The Last Cop Out Read online

Page 3


  “Don’t jeopardize yourself on his account, Captain. You know he deliberately withheld evidence on the Berkowitz and Manute murders.”

  “Why would he cover for two dead guys who made dirty movies? You could see better stuff in any Times Square sex joint than those stags they were turning out. We confiscated the whole lot and identified every last man and woman who did the bits and there wasn’t a one worth messing with. We couldn’t even stick a charge on them.”

  “Sergeant Burke could have spoken in his own defense.”

  “Certainly, and have you guys blow everything he was working on.”

  “Police work isn’t a solo operation, Captain, or have you forgotten?”

  “Like hell it’s not, and I don’t forget that either. There are some cops who can get things done their own way and you leave them alone to do it. They never hear of time off or vacations because they’re damn well dedicated to the job and when you take that type out of play you leave one hell of a hole in the line you couldn’t fill with a hundred pencil pushers.”

  “Perhaps we’d better get back to the proposal.”

  “Gill is going to tell you to piss up a stick.” Before Lederer could answer Long held up his hand. “No, it’s not a metaphor. He’ll just look at you and say to go piss up a stick. In fact, he might even get a little more diagramatic. Remember what he said at the hearing? Remember what he told all those slobs face to face afterwards? Now he’s had more time to think of better things to say.”

  “Still...”

  The big cop stopped him with a twist of his mouth. It was an odd smile that worked its way up to his eyes and he sat back in his chair and let all the tension ease out of his body. “You know, Mr. Lederer, I think I will put your proposal to him. I’ll tell him every damn detail of it ... how the D.A.’s office wants him to cooperate as an agent of their department, giving of all his time, energy and experience ... and knowledge ... out of the goodness of his heart and love of police work and abject desire to be taken back in the good graces of a batch of ingrates, without salary or recognition. Then I want to put down his verbatim answer and deliver it on an inter-office memo where everybody from the desk clerk to the mayor’s office can see it.” He paused and grinned at the uncomfortable expression on Lederer’s face. “All I can say is whoever runs your think tank must do it in a pointed cap.”

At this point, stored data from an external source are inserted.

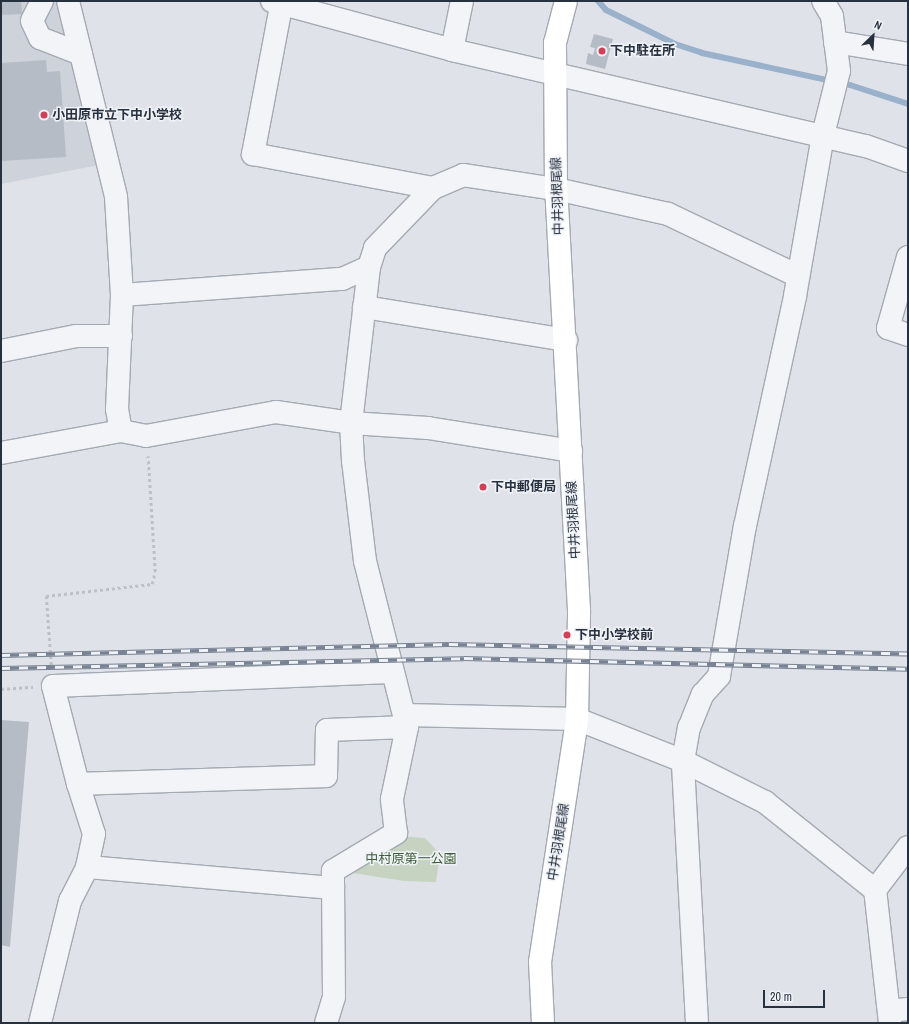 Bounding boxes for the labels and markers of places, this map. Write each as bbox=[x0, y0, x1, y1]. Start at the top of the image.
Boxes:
place label: 下中駐在所 bbox=[610, 43, 675, 59]
marker: 下中駐在所 bbox=[597, 46, 607, 56]
place label: 小田原市立下中小学校 bbox=[52, 107, 182, 123]
marker: 小田原市立下中小学校 bbox=[39, 110, 49, 120]
place label: 下中郵便局 bbox=[491, 479, 556, 495]
marker: 下中郵便局 bbox=[478, 482, 488, 492]
place label: 下中小学校前 bbox=[575, 627, 653, 643]
marker: 下中小学校前 bbox=[562, 630, 572, 640] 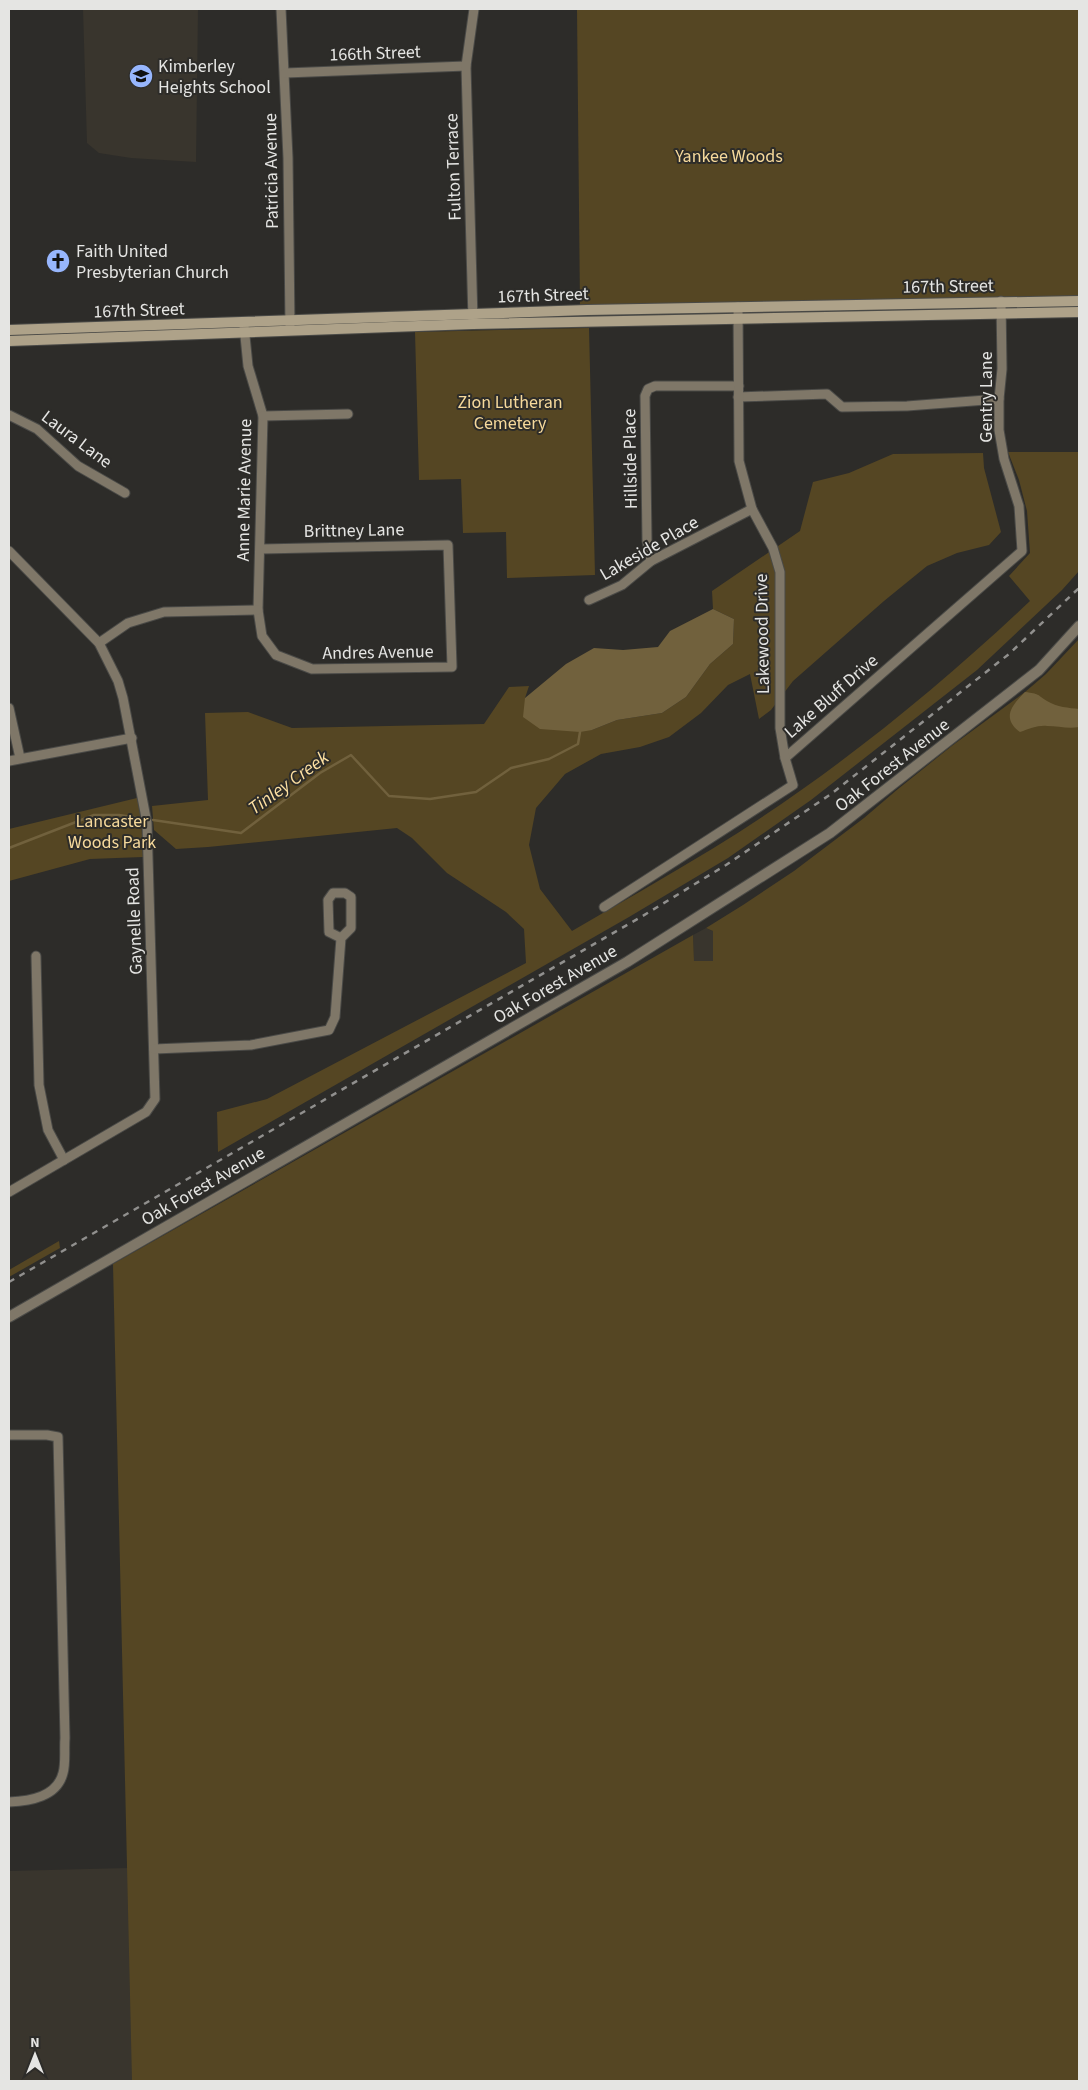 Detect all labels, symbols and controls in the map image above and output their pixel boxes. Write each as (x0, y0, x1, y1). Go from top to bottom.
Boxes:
street label: 166th Street (329, 39, 421, 68)
place label: Kimberley Heights School (158, 54, 271, 100)
school or university icon: Kimberley Heights School (128, 63, 154, 89)
street label: Patricia Avenue (258, 113, 285, 229)
street label: Fulton Terrace (439, 113, 468, 221)
park label: Yankee Woods (674, 144, 783, 169)
place label: Faith United Presbyterian Church (76, 239, 229, 285)
church icon: Faith United Presbyterian Church (45, 248, 71, 274)
street label: 167th Street (902, 273, 994, 300)
street label: 167th Street (497, 281, 589, 310)
street label: 167th Street (93, 296, 185, 325)
street label: Gentry Lane (974, 351, 999, 443)
park label: Zion Lutheran Cemetery (457, 390, 563, 436)
street label: Laura Lane (36, 405, 117, 474)
street label: Hillside Place (617, 408, 644, 509)
street label: Anne Marie Avenue (231, 418, 258, 562)
street label: Lakeside Place (595, 510, 703, 587)
street label: Brittney Lane (304, 517, 405, 544)
street label: Lakewood Drive (749, 574, 776, 694)
street label: Andres Avenue (322, 639, 434, 666)
street label: Lake Bluff Drive (779, 649, 884, 744)
street label: Oak Forest Avenue (830, 713, 955, 818)
water label: Tinley Creek (243, 744, 336, 822)
park label: Lancaster Woods Park (68, 809, 156, 855)
street label: Gaynelle Road (120, 867, 149, 975)
street label: Oak Forest Avenue (489, 939, 622, 1030)
street label: Oak Forest Avenue (137, 1141, 270, 1232)
north arrow (10, 2030, 60, 2080)
text: N (30, 2033, 40, 2053)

  When he got done, Bill Long sat back and waited. He watched Gill finish the sandwich, then down half his beer and finally blurted out, “Well, say it.”

  “Say what?”

  “For them to piss up a stick.”

  “For a police officer, your language is atrocious, Captain.”

  “Oh, shit. Say anything then.”

  “What took them so long to ask?”

  The cigarette almost fell out of the captain’s mouth. His eyebrows arched up into his hairline and a look of bewilderment made Gill’s lips crack in a smile. “What the hell’s going through your head, Gill?”

  “Just remembering.”

  “You like the idea?”

  Burke shrugged and finished the rest of his beer. “Part of it.”

  “Why?”

  “Let’s call it a sense of ego.”

  “You’re not going to do it, are you?”

  “Tell them I’ll think about it.”

  “Look, stupid, you can fall right into a trap again. They’re caught right in the middle of some kind of crazy mob war they can’t do a thing about and wouldn’t they just love to have a fall guy handy. No matter which way it goes you’ll get screwed. Come up with an answer and they take the credit ... mess things up and you’re the patsy. You’re no cop any more and if you stir up those stinking hardcases you’re dead. There’s no way of winning and every way of losing.”

  “Maybe”

  “Screw maybe. You know the score as well as I do. Besides, there’s something more.”

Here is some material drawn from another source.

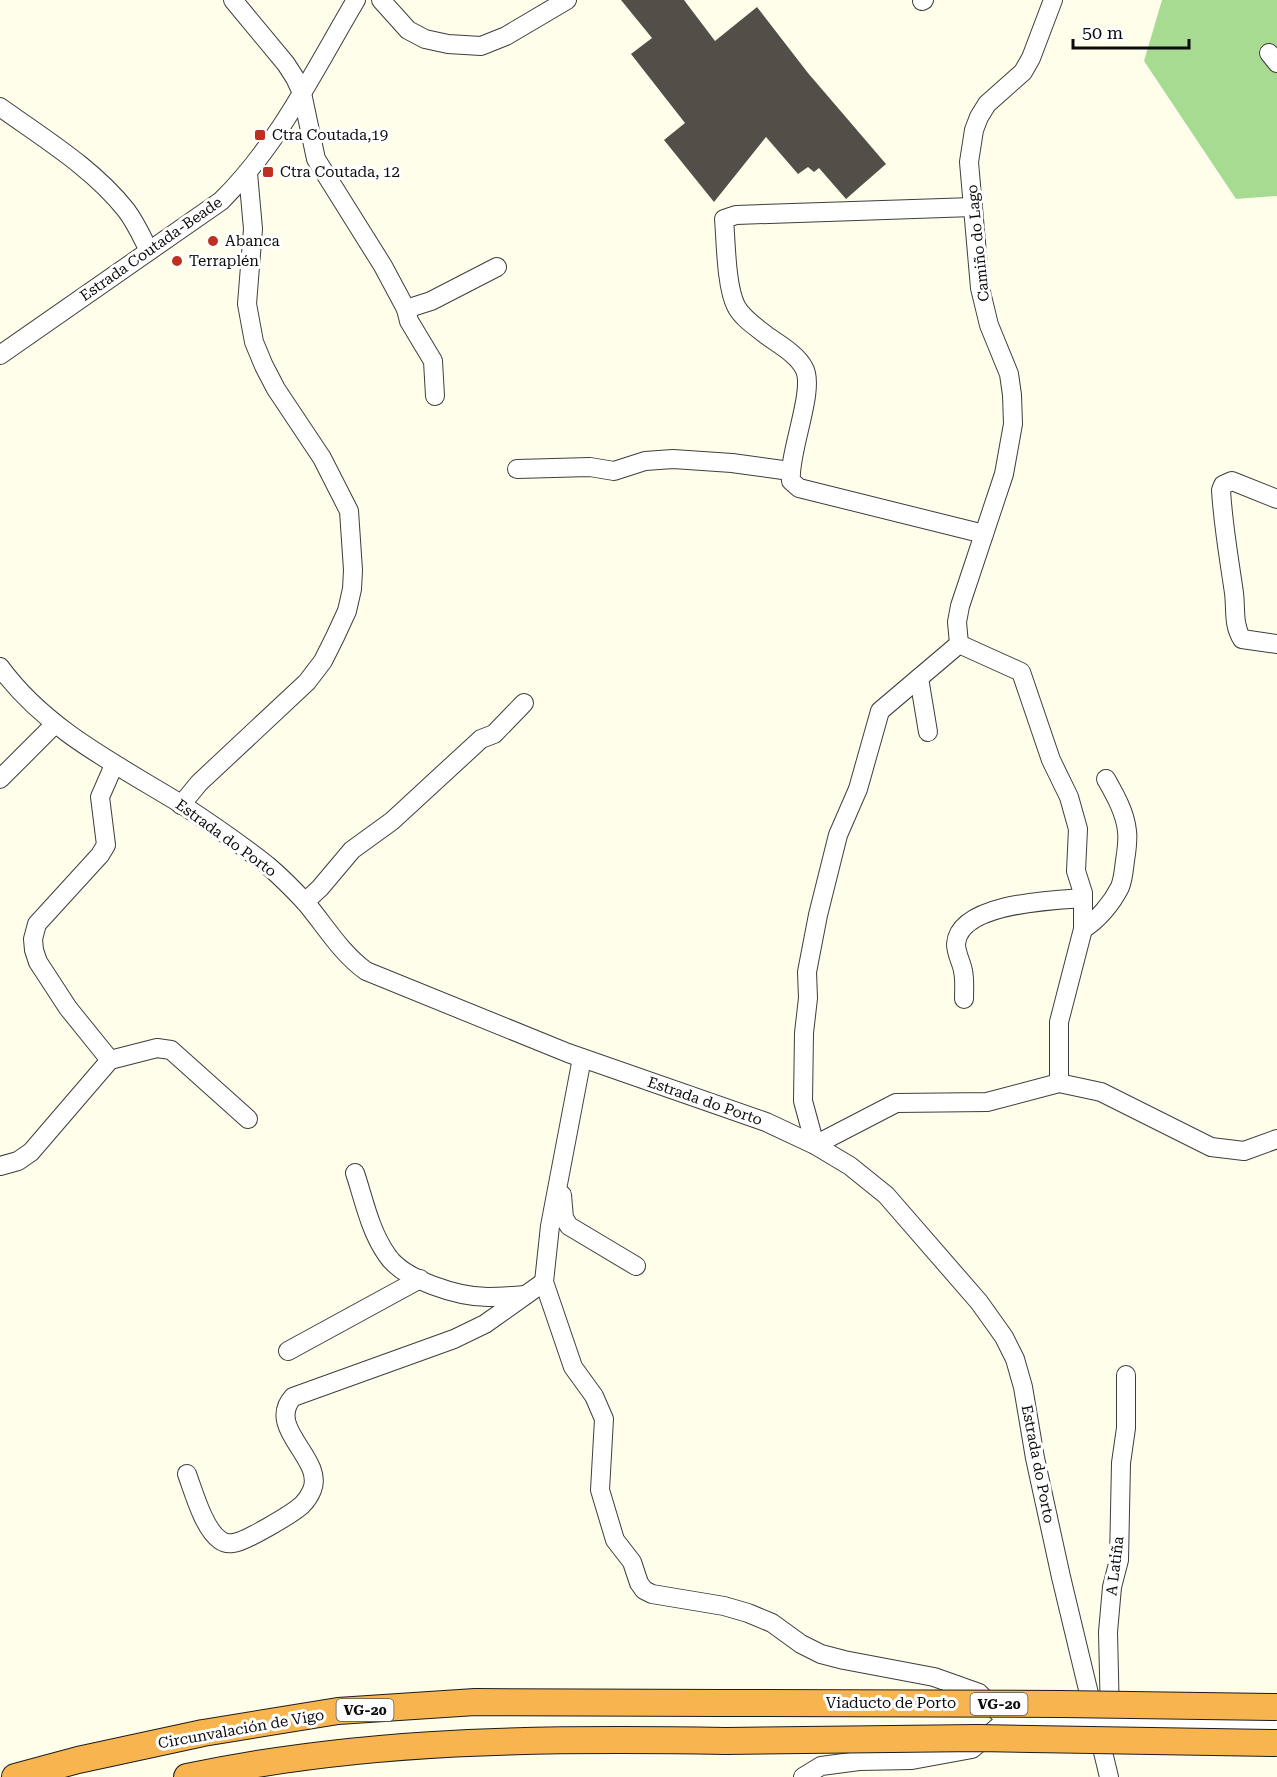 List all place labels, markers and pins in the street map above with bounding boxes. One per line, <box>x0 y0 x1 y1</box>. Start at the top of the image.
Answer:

  “You mean about the Frenchman being in town?”

  Long looked at him a few seconds before he asked, “How the hell would you know that?”

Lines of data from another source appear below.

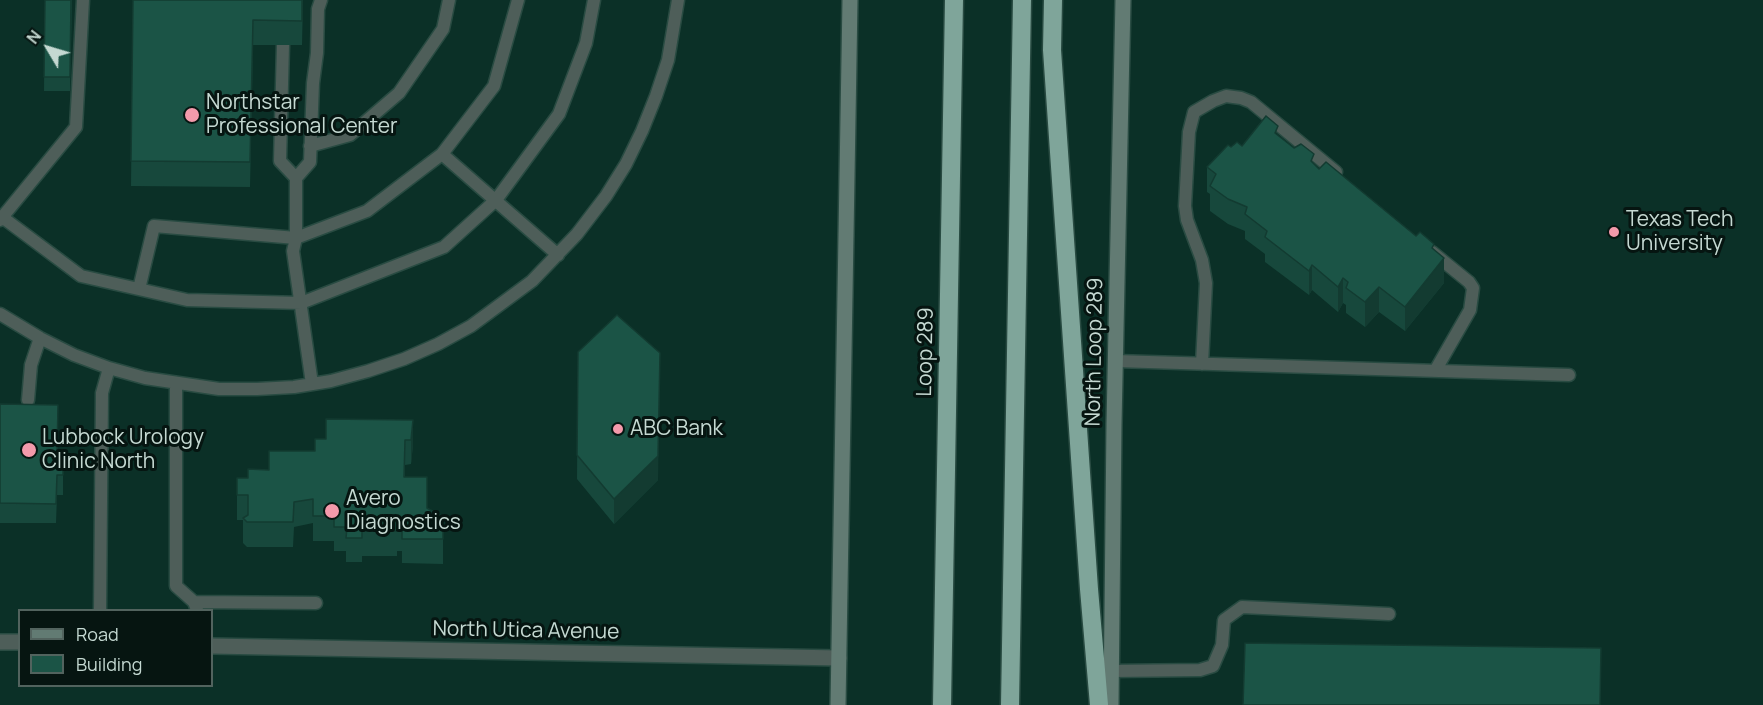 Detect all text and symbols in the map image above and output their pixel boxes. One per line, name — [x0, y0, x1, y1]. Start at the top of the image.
north arrow — [18, 18, 78, 78]
text: N — [22, 26, 46, 48]
place label: Northstar Professional Center — [206, 90, 398, 140]
marker: Northstar Professional Center — [183, 106, 201, 124]
place label: Texas Tech University — [1626, 207, 1733, 257]
marker: Texas Tech University — [1607, 225, 1621, 239]
street label: North Loop 289 — [1081, 277, 1109, 427]
street label: Loop 289 — [913, 307, 939, 397]
place label: ABC Bank — [630, 416, 723, 442]
marker: ABC Bank — [611, 422, 625, 436]
place label: Lubbock Urology Clinic North — [42, 425, 204, 475]
marker: Lubbock Urology Clinic North — [20, 441, 38, 459]
place label: Avero Diagnostics — [346, 486, 461, 536]
marker: Avero Diagnostics — [323, 502, 341, 520]
legend — [18, 609, 213, 687]
street label: North Utica Avenue — [432, 617, 620, 645]
text: Road — [76, 622, 119, 646]
text: Building — [76, 652, 142, 676]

  “Some people I know don’t care if I’m a cop or not any more. They still pay back favors.”

  “Frank Verdun would like nothing better than to see you hit.”

  “Wrong, buddy. So I shot him. He lived and beat the rap. It was all part of the game and in the past now. The Frenchman is too much of a pro to bother tapping out an old adversary.”

  “You know why he’s here?”

  “Certainly.”

  “I suppose you got an idea of what’s going on.”

  Burke’s shoulders made a gentle shrug. “There are several possibilities.”

  “Name one.”

  “Somebody doesn’t like somebody else,” Gill said.

  Frank Verdun listened to the reports impassively. He didn’t appear to be deep in thought, but every fact was registering in his mind, falling into categories and probabilities. There were new faces in the conference room of Boyer-Reston, Inc, this time that Mark Shelby didn’t like but didn’t dare disapprove of because they were faces that belonged to the Frenchman’s private squad, the kind of faces that might have followed Attila the Hun. Six of them had investigated every detail of the killings, buying, forcing and smelling out every bit of information that was available. Bits and pieces had cropped up that not even the police were aware of and now it was all laid out to be studied.

  When the discussion was over the Frenchman said, “No two descriptions match. No guns match. The methods all taste the same and the target is just us. You’re split down the middle about it being one man or different men. That’s no answer.”

  For two weeks Mark Shelby had been thinking the same thing. He tapped his pencil against the table top until he had their attention. “It could be a team trained by one man.”

  “Sounds reasonable,” the Frenchman agreed, “but that makes it an organized operation with a higher chain of command. If that were so, by now there would have been a secondary stage going. So far nobody’s moving in at all. You don’t pull off all those hits and let it go at that. Somebody wants something big and something bad.”

  “What does Papa Menes say about it?”

  Verdun’s voice was quietly deadly. “You like it where you are, Mark?”

  Shelby took the push, but not all the way. “I’m fine,” he said.

  “Good. Then stay fine. I’m speaking for Papa Menes. Remember it.” He paused and looked the room over again.

  “We’re up against an organization. That’s one. They’re damn smart and damn good. That’s two. There’s one hell of a showdown coming up. That’s three.”

  When he stopped, Arthur Kevin said, “Who do we look for, Frank?”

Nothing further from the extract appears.